The Trentonian's Strange But True Page

Tuesday, August 5, 2008

Fountain of Youth

At the time that Alan Patton, 56, of Columbus, Ohio, made News of the Weird in 2006, he had already been consuming boys’ urine for 40 years, he said, and a 2007 jail sentence has had no apparent deterrent effect. He was arrested in June 2008 (and twice since then), accused of turning off the water in a recreation center restroom and placing plastic wrap inside the bowl to catch the nectar that, he says, enables him to “become part of their youth.” While no Ohio law prohibits collecting or drinking others’ urine, Patton violates his almost-perpetual probation by visiting any public restroom.

LEAST COMPETENT CRIMINAL: In the course of burglarizing Yaakov Kanelsky’s apartment in Brooklyn, N.Y., in July, Victor Marin, 20, accidentally left his wallet (containing ID, credit cards and photos) on the bed. After Kanelsky arrived home and called 911, Marin returned and knocked on the front door. From the hallway, he begged for his billfold back and began shoving Kanelsky’s money under the door, hoping to persuade him to trade. Unfortunately for Marin, $92 of his $217 cash haul was in $1 bills, and the crack under the door was tiny. Marin was still busy stuffing money in by the time police arrived.

THINGS YOU THOUGHT DIDN’T HAPPEN: People would hardly expect a brawl at the Guilford (Maine) Historical Society, but in May, member Al Hunt, who was irate that rare photographs of the town had been loaned to a local restaurant, might have bumped against the society’s secretary, Zarvin Shaffer. According to witnesses, Shaffer then punched Hunt in the face, Hunt’s wife grabbed a chair, and Shaffer’s son yanked Mrs. Hunt away by her hair. In April, the Sycamore (Ill.) City Council voted to quadruple the fine for overstaying a parking meter (from 25 cents to $1). The city’s 360 meters themselves will remain at a penny for 12 minutes, a nickel for an hour and a dime for two hours.

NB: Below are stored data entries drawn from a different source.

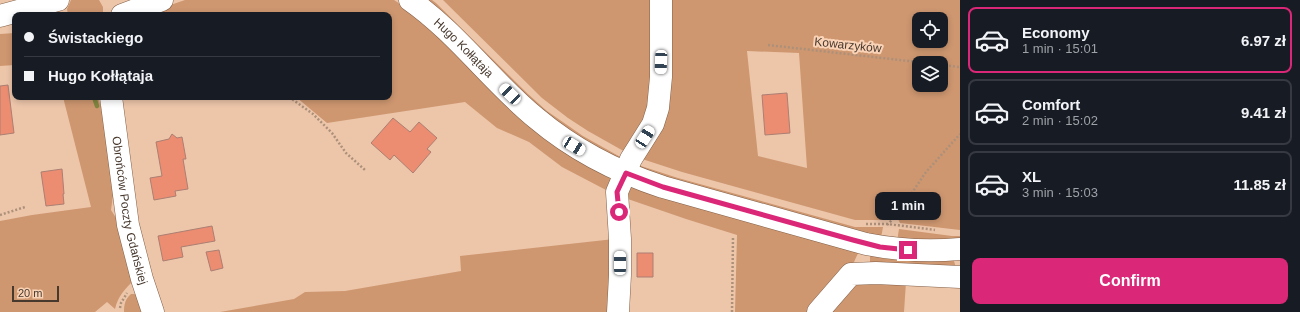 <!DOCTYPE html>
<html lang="en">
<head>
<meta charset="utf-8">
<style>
  :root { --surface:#171b24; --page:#242831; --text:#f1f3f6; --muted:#9ea1a6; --line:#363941; --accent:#db2777 }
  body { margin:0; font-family:Helvetica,sans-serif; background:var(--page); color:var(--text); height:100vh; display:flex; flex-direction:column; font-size:15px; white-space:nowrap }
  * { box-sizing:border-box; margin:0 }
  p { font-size:13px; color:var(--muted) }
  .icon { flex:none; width:22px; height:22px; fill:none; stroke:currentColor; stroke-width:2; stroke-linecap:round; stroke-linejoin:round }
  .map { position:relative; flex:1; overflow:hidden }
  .details { display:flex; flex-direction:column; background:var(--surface); width:340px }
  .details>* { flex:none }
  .banner { position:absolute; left:12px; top:12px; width:380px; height:88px; border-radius:8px; box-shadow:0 2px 6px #0003; display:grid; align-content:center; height:88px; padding:0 12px; background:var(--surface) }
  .tools { position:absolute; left:912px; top:12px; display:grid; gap:8px }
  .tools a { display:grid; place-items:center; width:36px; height:36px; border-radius:8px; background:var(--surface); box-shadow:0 2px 6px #0003; font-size:20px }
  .scale { position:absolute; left:12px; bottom:10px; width:47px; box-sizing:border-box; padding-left:4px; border:2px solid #48392e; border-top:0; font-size:11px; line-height:14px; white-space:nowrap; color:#48392e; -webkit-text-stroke:3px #fad3b7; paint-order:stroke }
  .end { position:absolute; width:18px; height:18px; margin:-9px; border:5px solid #db2777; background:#fff; box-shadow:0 0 0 2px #fff }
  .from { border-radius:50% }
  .bubble { position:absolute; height:28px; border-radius:8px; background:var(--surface); box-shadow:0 2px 6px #0003; font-size:13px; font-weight:700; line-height:28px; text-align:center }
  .car { position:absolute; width:12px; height:24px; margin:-12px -6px; border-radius:5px; box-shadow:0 0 3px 1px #0007; background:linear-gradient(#fff 24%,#345 0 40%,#fff 0 76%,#345 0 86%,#fff 0) }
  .banner b { display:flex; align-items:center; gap:14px; height:38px; font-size:15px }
  .banner b+b { border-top:1px solid var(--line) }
  .banner i { width:10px; height:10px; background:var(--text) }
  ul { padding:7px 0 0; list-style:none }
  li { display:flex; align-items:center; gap:12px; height:66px; margin:0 8px 6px; padding:0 4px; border:2px solid var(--line); border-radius:8px }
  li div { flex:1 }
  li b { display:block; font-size:15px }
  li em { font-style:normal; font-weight:700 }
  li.selected { border-color:var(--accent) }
  li>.icon { width:36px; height:36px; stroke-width:1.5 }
  .primary-button { display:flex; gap:8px; margin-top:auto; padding:8px 12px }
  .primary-button a { flex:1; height:46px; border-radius:8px; background:var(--accent); color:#fff; font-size:16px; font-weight:700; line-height:46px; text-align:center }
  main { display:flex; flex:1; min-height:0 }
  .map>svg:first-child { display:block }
</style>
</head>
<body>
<main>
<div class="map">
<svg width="960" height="312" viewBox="0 0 960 312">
  <rect width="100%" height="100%" fill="#edc6aa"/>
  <path fill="#ce9770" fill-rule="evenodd" d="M71,0H99L103,7V15H68L67,9Z
    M185,0H394L411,11L610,177L611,188L606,190L562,167L529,142L497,128L465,102L327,123L296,97H389V15H161L158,13L151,15L150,12Z
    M425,0H432L436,3L528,94L547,111L583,136L624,159L617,161L540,111Z
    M443,0H658L655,108L627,153L588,131L568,118L542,98Z
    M664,0H960V230L900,223L898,219L907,203H902L890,218L884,220H855L682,172L639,158ZM919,19H941V41H919ZM747,51L799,53L807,168L758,156ZM919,63H941V85H919Z
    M15,33V65L0,66V34Z
    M63,97H98L104,116L114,188L111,210L120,224L134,280C125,289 118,296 115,309L107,302L95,312H0V221L32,215L91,207Z
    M638,165L678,178L855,227H883L881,238L641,170Z
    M632,186L859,251L854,262L846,271L813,312H735L737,235L686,219L622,197Z
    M899,229L952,236H960V240L897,241Z
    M614,239L615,312H220L294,299L305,292L345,291L461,271L460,256Z
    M872,253L954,261L958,275L870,263V257Z
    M855,281L906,282L904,312H822Z
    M131,294H135L138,295L144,312H124C124,305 125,299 131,294Z"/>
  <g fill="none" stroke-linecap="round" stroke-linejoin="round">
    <path stroke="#818740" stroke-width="4.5" d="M94,97L97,106"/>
  </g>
  <path fill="#ec8c71" stroke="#ab7f72" d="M8,85L14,133L0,135V86Z
    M787,93L790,133L765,135L762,95Z
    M393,118L410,132L419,122L437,138L427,149L431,152L413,173L394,155L390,160L371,143Z
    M172,134L177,138L182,137L186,159H183L188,189L175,191L176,196L154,200L150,178L162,176L156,142L169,139Z
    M62,169L64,194H63L64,204L46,206L41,172Z
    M212,226L215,241L181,247L183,257L163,261L158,236Z
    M219,250L223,268L211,271L206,252Z
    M637,253H653V277H637Z"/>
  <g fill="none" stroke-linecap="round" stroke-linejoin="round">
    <defs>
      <g id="minor">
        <path id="s1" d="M410,0C457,33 492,82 536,118C574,150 617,172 663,187L866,244C897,250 928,252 960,249"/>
        <path d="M122,15L162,0"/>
        <path d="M0,16L58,0"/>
        <path id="s2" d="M111,97L128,225L142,279L153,312"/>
        <path d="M618,312L620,275V239L617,192L631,159L653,124L658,108L661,77V0"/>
        <path d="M818,312L851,274L876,273L960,277"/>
      </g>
    </defs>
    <use href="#minor" stroke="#825f47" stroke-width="23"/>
    <path stroke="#ad907a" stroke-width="2.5" stroke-dasharray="2 2" stroke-linecap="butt" d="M768,45L926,63
      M941,65L960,67
      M289,97L313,114L332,133L346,153L365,170
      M0,215L25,207
      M866,224H887L935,230
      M887,225L897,215L926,172L960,134
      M120,308L121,303L127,293
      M732,312L733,237"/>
    <use href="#minor" stroke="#fff" stroke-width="22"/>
  </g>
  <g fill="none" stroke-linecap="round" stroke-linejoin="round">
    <path stroke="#db2777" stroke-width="5" d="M619,212L617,192L626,173L663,187L853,240L880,247L908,250"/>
  </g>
  <g text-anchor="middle" stroke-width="4" stroke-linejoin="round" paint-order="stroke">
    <g font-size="12" fill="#48392e" stroke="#fad3b7">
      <text transform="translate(848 45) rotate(6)" y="4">Kowarzyków</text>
      <text dy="4" stroke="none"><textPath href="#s1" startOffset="72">Hugo Kołłątaja</textPath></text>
      <text dy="4" stroke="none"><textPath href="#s2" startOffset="115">Obrońców Poczty Gdańskiej</textPath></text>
    </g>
  </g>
</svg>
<div class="tools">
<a><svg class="icon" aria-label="locate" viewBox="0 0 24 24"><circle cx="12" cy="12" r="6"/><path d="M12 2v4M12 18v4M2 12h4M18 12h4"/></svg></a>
<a><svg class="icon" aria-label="layers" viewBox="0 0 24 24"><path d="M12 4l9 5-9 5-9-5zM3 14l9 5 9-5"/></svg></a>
</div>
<div class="scale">20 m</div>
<i class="end from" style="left:619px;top:212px"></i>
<i class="end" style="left:908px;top:250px"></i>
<div class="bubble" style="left:875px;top:192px;width:66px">1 min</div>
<i class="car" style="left:661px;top:62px;rotate:182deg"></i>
<i class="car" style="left:510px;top:94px;rotate:314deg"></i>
<i class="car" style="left:645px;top:137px;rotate:33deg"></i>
<i class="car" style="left:574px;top:146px;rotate:121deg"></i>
<i class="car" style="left:620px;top:263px;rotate:0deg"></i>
<div class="banner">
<b><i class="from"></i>Świstackiego</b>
<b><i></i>Hugo Kołłątaja</b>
</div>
</div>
<section class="details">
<ul>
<li class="selected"><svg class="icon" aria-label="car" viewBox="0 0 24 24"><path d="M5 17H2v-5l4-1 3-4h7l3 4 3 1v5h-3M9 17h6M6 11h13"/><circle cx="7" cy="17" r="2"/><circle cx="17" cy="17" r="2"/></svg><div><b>Economy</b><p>1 min · 15:01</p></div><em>6.97 zł</em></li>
<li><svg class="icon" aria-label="car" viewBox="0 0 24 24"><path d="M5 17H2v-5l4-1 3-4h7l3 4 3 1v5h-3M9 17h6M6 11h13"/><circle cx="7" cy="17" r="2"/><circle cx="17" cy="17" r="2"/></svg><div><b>Comfort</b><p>2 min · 15:02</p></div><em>9.41 zł</em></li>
<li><svg class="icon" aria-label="car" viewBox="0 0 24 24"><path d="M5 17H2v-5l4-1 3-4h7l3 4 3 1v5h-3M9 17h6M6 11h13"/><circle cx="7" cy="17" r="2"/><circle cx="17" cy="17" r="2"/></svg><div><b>XL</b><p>3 min · 15:03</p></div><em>11.85 zł</em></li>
</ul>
<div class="primary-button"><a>Confirm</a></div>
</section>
</main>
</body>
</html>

IT’S GOOD TO BE A BRITISH PRISONER: In June, Abu Qatada, a cleric described as one of Europe’s most dangerous terror proselytizers, was released from jail, where he has been awaiting deportation (for three years) to Jordan and confined to his home in London. British courts refuse to deport him because, when Jordan tries him on serious terrorism charges, it might possibly use evidence obtained by torture of Abu Qatada’s colleagues. Thus, he will remain in Britain, under heavy guard (estimated to cost the equivalent of $1 million a year), in his tax-abated home with his wife and five children, who receive the equivalent of about $90,000 a year in welfare benefits. (Abu Qatada himself receives the equivalent of $16,000 a year from the government, for a previous back injury.)

LACKING CREDIBILITY: A U.S. Court of Appeals ruled in July that officials at a junior high school in Safford, Ariz., should not have strip-searched a 13-year-old girl when all they wanted was to see if she was carrying ibuprofen. However, her “right” to privacy carried the day among the judges by only 6-5, as the dissenters pointed out that it was, after all, prescription-strength ibuprofen they were after and that officials proceeded based on information from an “informant.” (The majority apparently holds junior-high-age “informants” in lower regard.)